===== AVAILABLE DATA
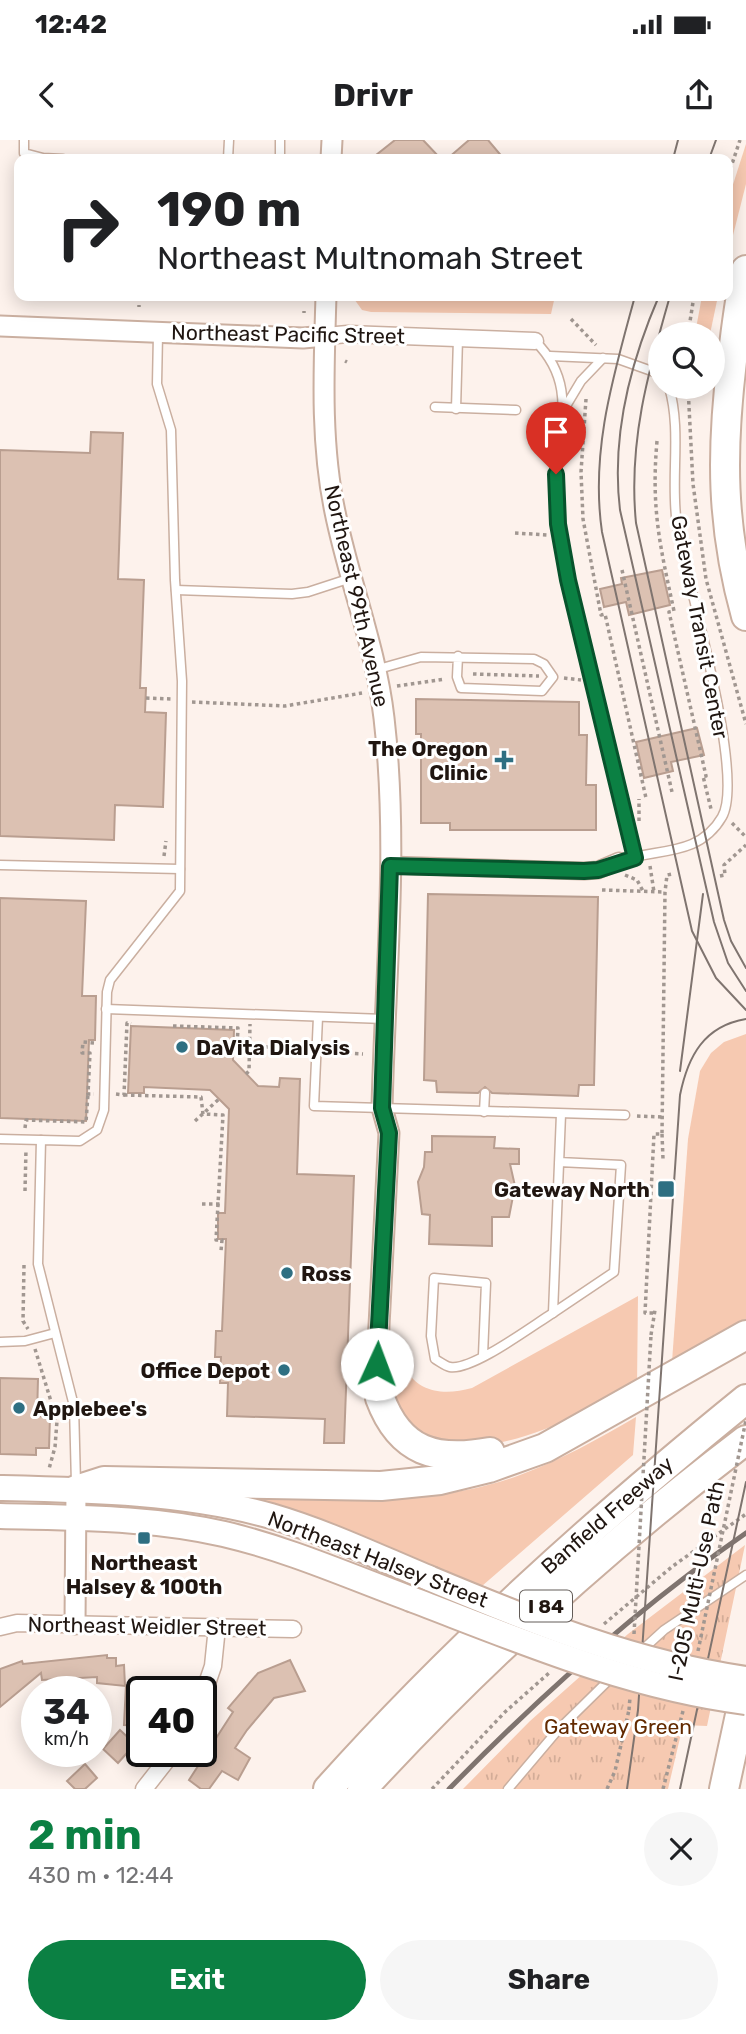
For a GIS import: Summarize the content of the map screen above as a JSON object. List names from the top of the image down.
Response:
{
  "streets": {
    "highway": ["Banfield Freeway", "I 84"],
    "main road": ["Northeast Halsey Street"],
    "street": ["Northeast Pacific Street", "Northeast 99th Avenue", "Northeast Weidler Street"],
    "lane": ["Gateway Transit Center"],
    "path": ["I-205 Multi-Use Path"]
  },
  "crossings": [
    ["Northeast Pacific Street", "Northeast 99th Avenue"]
  ],
  "parks": ["Gateway Green"],
  "places": {
    "health": ["The Oregon Clinic"],
    "other": [
      "DaVita Dialysis",
      "Ross",
      "Office Depot",
      "Applebee's"
    ],
    "transit": ["Gateway North", "Northeast Halsey & 100th"]
  },
  "page": {
    "status": "12:42",
    "header": "Drivr",
    "turn": ["190 m", "Northeast Multnomah Street"],
    "speed": "34 km/h",
    "limit": "40",
    "heading": ["2 min", "430 m · 12:44"],
    "buttons": ["Exit", "Share"]
  }
}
==========
The expected result is a copy of each line in the records where "Avenue" appears.

**RESPONSE TO THE EXERCISE**.
    "street": ["Northeast Pacific Street", "Northeast 99th Avenue", "Northeast Weidler Street"],
    ["Northeast Pacific Street", "Northeast 99th Avenue"]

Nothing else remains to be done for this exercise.